INFORMATION SHOWN:
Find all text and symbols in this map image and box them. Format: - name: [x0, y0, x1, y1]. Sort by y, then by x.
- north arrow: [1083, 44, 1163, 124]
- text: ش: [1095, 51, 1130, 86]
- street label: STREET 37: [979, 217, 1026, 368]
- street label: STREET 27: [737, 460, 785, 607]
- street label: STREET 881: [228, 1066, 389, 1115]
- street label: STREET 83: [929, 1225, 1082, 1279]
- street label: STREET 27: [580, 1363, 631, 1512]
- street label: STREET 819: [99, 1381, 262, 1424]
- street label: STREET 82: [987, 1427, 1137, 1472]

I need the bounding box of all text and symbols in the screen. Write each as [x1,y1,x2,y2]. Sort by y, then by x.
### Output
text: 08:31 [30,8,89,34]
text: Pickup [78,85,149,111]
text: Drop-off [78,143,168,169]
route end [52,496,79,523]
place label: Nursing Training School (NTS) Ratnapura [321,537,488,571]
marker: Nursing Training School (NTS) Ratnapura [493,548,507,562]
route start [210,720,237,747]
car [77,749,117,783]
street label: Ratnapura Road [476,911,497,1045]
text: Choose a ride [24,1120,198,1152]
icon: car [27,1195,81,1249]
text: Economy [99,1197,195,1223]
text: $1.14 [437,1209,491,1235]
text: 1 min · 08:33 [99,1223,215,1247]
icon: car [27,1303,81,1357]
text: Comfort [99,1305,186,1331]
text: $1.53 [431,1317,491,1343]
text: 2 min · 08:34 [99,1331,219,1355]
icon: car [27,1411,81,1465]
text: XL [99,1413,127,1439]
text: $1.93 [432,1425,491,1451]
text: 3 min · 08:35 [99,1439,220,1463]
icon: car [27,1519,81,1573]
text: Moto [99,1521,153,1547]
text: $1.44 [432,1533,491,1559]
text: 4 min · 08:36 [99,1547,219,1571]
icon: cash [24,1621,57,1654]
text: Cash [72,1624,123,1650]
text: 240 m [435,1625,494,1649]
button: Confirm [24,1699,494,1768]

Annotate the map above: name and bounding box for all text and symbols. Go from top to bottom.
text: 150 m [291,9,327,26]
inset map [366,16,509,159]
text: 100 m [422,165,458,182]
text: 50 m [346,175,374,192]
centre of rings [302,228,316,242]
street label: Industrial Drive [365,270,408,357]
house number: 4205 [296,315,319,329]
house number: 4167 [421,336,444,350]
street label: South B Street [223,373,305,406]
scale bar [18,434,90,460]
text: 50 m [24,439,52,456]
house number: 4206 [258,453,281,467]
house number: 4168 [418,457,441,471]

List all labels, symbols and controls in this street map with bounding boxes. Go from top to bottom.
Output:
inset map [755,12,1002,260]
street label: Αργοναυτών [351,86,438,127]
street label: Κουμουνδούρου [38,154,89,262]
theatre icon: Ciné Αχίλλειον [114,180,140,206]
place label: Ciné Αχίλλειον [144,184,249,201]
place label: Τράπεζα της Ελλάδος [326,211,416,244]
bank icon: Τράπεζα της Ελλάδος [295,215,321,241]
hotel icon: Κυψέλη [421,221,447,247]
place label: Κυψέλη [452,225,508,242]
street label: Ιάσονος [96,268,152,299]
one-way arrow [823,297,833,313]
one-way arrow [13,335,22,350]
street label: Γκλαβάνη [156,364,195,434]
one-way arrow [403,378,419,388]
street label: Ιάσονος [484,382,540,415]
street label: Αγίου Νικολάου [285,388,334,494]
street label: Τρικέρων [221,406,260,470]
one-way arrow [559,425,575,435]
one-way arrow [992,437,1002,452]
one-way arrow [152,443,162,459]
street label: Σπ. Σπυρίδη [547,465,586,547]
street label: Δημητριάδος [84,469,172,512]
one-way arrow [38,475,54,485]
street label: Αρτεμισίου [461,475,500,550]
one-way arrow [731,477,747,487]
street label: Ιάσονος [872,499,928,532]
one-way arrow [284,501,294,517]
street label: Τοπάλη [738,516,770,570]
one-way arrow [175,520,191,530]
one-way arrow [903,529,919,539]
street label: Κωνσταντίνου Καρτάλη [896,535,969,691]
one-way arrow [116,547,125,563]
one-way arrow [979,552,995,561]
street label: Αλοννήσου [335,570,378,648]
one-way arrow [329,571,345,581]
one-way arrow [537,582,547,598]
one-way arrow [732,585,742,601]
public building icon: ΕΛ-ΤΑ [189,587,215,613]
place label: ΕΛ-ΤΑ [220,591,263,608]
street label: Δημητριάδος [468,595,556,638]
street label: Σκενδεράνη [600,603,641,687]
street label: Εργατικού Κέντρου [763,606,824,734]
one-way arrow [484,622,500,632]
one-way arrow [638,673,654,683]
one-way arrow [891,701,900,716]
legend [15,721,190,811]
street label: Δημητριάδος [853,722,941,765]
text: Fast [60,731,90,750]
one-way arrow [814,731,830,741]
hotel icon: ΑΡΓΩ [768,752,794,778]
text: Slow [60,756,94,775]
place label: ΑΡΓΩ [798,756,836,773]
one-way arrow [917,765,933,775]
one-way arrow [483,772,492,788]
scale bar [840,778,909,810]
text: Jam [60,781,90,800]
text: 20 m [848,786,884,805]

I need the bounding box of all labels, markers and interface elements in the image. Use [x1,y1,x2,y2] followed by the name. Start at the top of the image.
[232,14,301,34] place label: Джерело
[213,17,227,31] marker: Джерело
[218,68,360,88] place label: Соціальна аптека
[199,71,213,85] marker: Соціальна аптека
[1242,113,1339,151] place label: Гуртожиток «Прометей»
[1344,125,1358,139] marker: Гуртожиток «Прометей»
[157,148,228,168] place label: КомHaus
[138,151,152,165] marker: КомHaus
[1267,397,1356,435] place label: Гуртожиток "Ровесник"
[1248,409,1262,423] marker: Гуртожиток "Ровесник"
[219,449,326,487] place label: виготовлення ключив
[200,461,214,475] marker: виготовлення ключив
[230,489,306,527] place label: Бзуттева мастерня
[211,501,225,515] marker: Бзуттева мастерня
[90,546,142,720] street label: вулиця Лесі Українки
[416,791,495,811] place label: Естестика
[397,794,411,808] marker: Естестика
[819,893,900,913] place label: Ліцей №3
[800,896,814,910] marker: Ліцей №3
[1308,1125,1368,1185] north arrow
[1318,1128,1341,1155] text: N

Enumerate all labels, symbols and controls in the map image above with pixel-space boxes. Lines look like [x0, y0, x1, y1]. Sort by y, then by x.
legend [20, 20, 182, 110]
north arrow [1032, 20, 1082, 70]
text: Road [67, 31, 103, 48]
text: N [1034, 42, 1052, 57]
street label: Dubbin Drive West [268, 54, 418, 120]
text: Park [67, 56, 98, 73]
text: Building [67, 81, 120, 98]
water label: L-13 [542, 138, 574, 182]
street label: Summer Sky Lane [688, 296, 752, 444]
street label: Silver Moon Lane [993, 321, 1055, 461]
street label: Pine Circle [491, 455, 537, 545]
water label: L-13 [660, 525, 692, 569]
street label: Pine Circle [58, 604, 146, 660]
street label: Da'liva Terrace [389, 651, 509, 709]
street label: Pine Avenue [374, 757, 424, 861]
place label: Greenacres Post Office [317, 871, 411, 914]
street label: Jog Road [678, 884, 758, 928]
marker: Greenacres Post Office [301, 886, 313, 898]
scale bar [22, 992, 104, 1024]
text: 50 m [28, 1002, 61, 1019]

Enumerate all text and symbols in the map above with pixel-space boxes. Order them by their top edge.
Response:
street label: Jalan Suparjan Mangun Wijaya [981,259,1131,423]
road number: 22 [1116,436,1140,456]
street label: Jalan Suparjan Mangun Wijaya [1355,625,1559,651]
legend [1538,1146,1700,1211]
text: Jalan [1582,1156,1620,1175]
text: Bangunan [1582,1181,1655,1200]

DIRECTIONS FOR THIS TASK: Repeat the entries above exactly, leaving nothing out.

WRITTEN ANSWER:
Find all text and symbols in this map image and box them. Format: - name: [x0, y0, x1, y1]. Sort by y, then by x.
- north arrow: [1083, 44, 1163, 124]
- text: ش: [1095, 51, 1130, 86]
- street label: STREET 37: [979, 217, 1026, 368]
- street label: STREET 27: [737, 460, 785, 607]
- street label: STREET 881: [228, 1066, 389, 1115]
- street label: STREET 83: [929, 1225, 1082, 1279]
- street label: STREET 27: [580, 1363, 631, 1512]
- street label: STREET 819: [99, 1381, 262, 1424]
- street label: STREET 82: [987, 1427, 1137, 1472]

I need the bounding box of all text and symbols in the screen. Write each as [x1,y1,x2,y2]. Sort by y, then by x.
### Output
text: 08:31 [30,8,89,34]
text: Pickup [78,85,149,111]
text: Drop-off [78,143,168,169]
route end [52,496,79,523]
place label: Nursing Training School (NTS) Ratnapura [321,537,488,571]
marker: Nursing Training School (NTS) Ratnapura [493,548,507,562]
route start [210,720,237,747]
car [77,749,117,783]
street label: Ratnapura Road [476,911,497,1045]
text: Choose a ride [24,1120,198,1152]
icon: car [27,1195,81,1249]
text: Economy [99,1197,195,1223]
text: $1.14 [437,1209,491,1235]
text: 1 min · 08:33 [99,1223,215,1247]
icon: car [27,1303,81,1357]
text: Comfort [99,1305,186,1331]
text: $1.53 [431,1317,491,1343]
text: 2 min · 08:34 [99,1331,219,1355]
icon: car [27,1411,81,1465]
text: XL [99,1413,127,1439]
text: $1.93 [432,1425,491,1451]
text: 3 min · 08:35 [99,1439,220,1463]
icon: car [27,1519,81,1573]
text: Moto [99,1521,153,1547]
text: $1.44 [432,1533,491,1559]
text: 4 min · 08:36 [99,1547,219,1571]
icon: cash [24,1621,57,1654]
text: Cash [72,1624,123,1650]
text: 240 m [435,1625,494,1649]
button: Confirm [24,1699,494,1768]

Annotate the map above: name and bounding box for all text and symbols. Go from top to bottom.
text: 150 m [291,9,327,26]
inset map [366,16,509,159]
text: 100 m [422,165,458,182]
text: 50 m [346,175,374,192]
centre of rings [302,228,316,242]
street label: Industrial Drive [365,270,408,357]
house number: 4205 [296,315,319,329]
house number: 4167 [421,336,444,350]
street label: South B Street [223,373,305,406]
scale bar [18,434,90,460]
text: 50 m [24,439,52,456]
house number: 4206 [258,453,281,467]
house number: 4168 [418,457,441,471]

List all labels, symbols and controls in this street map with bounding boxes. Go from top to bottom.
Output:
inset map [755,12,1002,260]
street label: Αργοναυτών [351,86,438,127]
street label: Κουμουνδούρου [38,154,89,262]
theatre icon: Ciné Αχίλλειον [114,180,140,206]
place label: Ciné Αχίλλειον [144,184,249,201]
place label: Τράπεζα της Ελλάδος [326,211,416,244]
bank icon: Τράπεζα της Ελλάδος [295,215,321,241]
hotel icon: Κυψέλη [421,221,447,247]
place label: Κυψέλη [452,225,508,242]
street label: Ιάσονος [96,268,152,299]
one-way arrow [823,297,833,313]
one-way arrow [13,335,22,350]
street label: Γκλαβάνη [156,364,195,434]
one-way arrow [403,378,419,388]
street label: Ιάσονος [484,382,540,415]
street label: Αγίου Νικολάου [285,388,334,494]
street label: Τρικέρων [221,406,260,470]
one-way arrow [559,425,575,435]
one-way arrow [992,437,1002,452]
one-way arrow [152,443,162,459]
street label: Σπ. Σπυρίδη [547,465,586,547]
street label: Δημητριάδος [84,469,172,512]
one-way arrow [38,475,54,485]
street label: Αρτεμισίου [461,475,500,550]
one-way arrow [731,477,747,487]
street label: Ιάσονος [872,499,928,532]
one-way arrow [284,501,294,517]
street label: Τοπάλη [738,516,770,570]
one-way arrow [175,520,191,530]
one-way arrow [903,529,919,539]
street label: Κωνσταντίνου Καρτάλη [896,535,969,691]
one-way arrow [116,547,125,563]
one-way arrow [979,552,995,561]
street label: Αλοννήσου [335,570,378,648]
one-way arrow [329,571,345,581]
one-way arrow [537,582,547,598]
one-way arrow [732,585,742,601]
public building icon: ΕΛ-ΤΑ [189,587,215,613]
place label: ΕΛ-ΤΑ [220,591,263,608]
street label: Δημητριάδος [468,595,556,638]
street label: Σκενδεράνη [600,603,641,687]
street label: Εργατικού Κέντρου [763,606,824,734]
one-way arrow [484,622,500,632]
one-way arrow [638,673,654,683]
one-way arrow [891,701,900,716]
legend [15,721,190,811]
street label: Δημητριάδος [853,722,941,765]
text: Fast [60,731,90,750]
one-way arrow [814,731,830,741]
hotel icon: ΑΡΓΩ [768,752,794,778]
text: Slow [60,756,94,775]
place label: ΑΡΓΩ [798,756,836,773]
one-way arrow [917,765,933,775]
one-way arrow [483,772,492,788]
scale bar [840,778,909,810]
text: Jam [60,781,90,800]
text: 20 m [848,786,884,805]

I need the bounding box of all labels, markers and interface elements in the image. Use [x1,y1,x2,y2] followed by the name. Start at the top of the image.
[232,14,301,34] place label: Джерело
[213,17,227,31] marker: Джерело
[218,68,360,88] place label: Соціальна аптека
[199,71,213,85] marker: Соціальна аптека
[1242,113,1339,151] place label: Гуртожиток «Прометей»
[1344,125,1358,139] marker: Гуртожиток «Прометей»
[157,148,228,168] place label: КомHaus
[138,151,152,165] marker: КомHaus
[1267,397,1356,435] place label: Гуртожиток "Ровесник"
[1248,409,1262,423] marker: Гуртожиток "Ровесник"
[219,449,326,487] place label: виготовлення ключив
[200,461,214,475] marker: виготовлення ключив
[230,489,306,527] place label: Бзуттева мастерня
[211,501,225,515] marker: Бзуттева мастерня
[90,546,142,720] street label: вулиця Лесі Українки
[416,791,495,811] place label: Естестика
[397,794,411,808] marker: Естестика
[819,893,900,913] place label: Ліцей №3
[800,896,814,910] marker: Ліцей №3
[1308,1125,1368,1185] north arrow
[1318,1128,1341,1155] text: N

Enumerate all labels, symbols and controls in the map image above with pixel-space boxes. Lines look like [x0, y0, x1, y1]. Sort by y, then by x.
legend [20, 20, 182, 110]
north arrow [1032, 20, 1082, 70]
text: Road [67, 31, 103, 48]
text: N [1034, 42, 1052, 57]
street label: Dubbin Drive West [268, 54, 418, 120]
text: Park [67, 56, 98, 73]
text: Building [67, 81, 120, 98]
water label: L-13 [542, 138, 574, 182]
street label: Summer Sky Lane [688, 296, 752, 444]
street label: Silver Moon Lane [993, 321, 1055, 461]
street label: Pine Circle [491, 455, 537, 545]
water label: L-13 [660, 525, 692, 569]
street label: Pine Circle [58, 604, 146, 660]
street label: Da'liva Terrace [389, 651, 509, 709]
street label: Pine Avenue [374, 757, 424, 861]
place label: Greenacres Post Office [317, 871, 411, 914]
street label: Jog Road [678, 884, 758, 928]
marker: Greenacres Post Office [301, 886, 313, 898]
scale bar [22, 992, 104, 1024]
text: 50 m [28, 1002, 61, 1019]

Enumerate all text and symbols in the map above with pixel-space boxes. Order them by their top edge.
Response:
street label: Jalan Suparjan Mangun Wijaya [981,259,1131,423]
road number: 22 [1116,436,1140,456]
street label: Jalan Suparjan Mangun Wijaya [1355,625,1559,651]
legend [1538,1146,1700,1211]
text: Jalan [1582,1156,1620,1175]
text: Bangunan [1582,1181,1655,1200]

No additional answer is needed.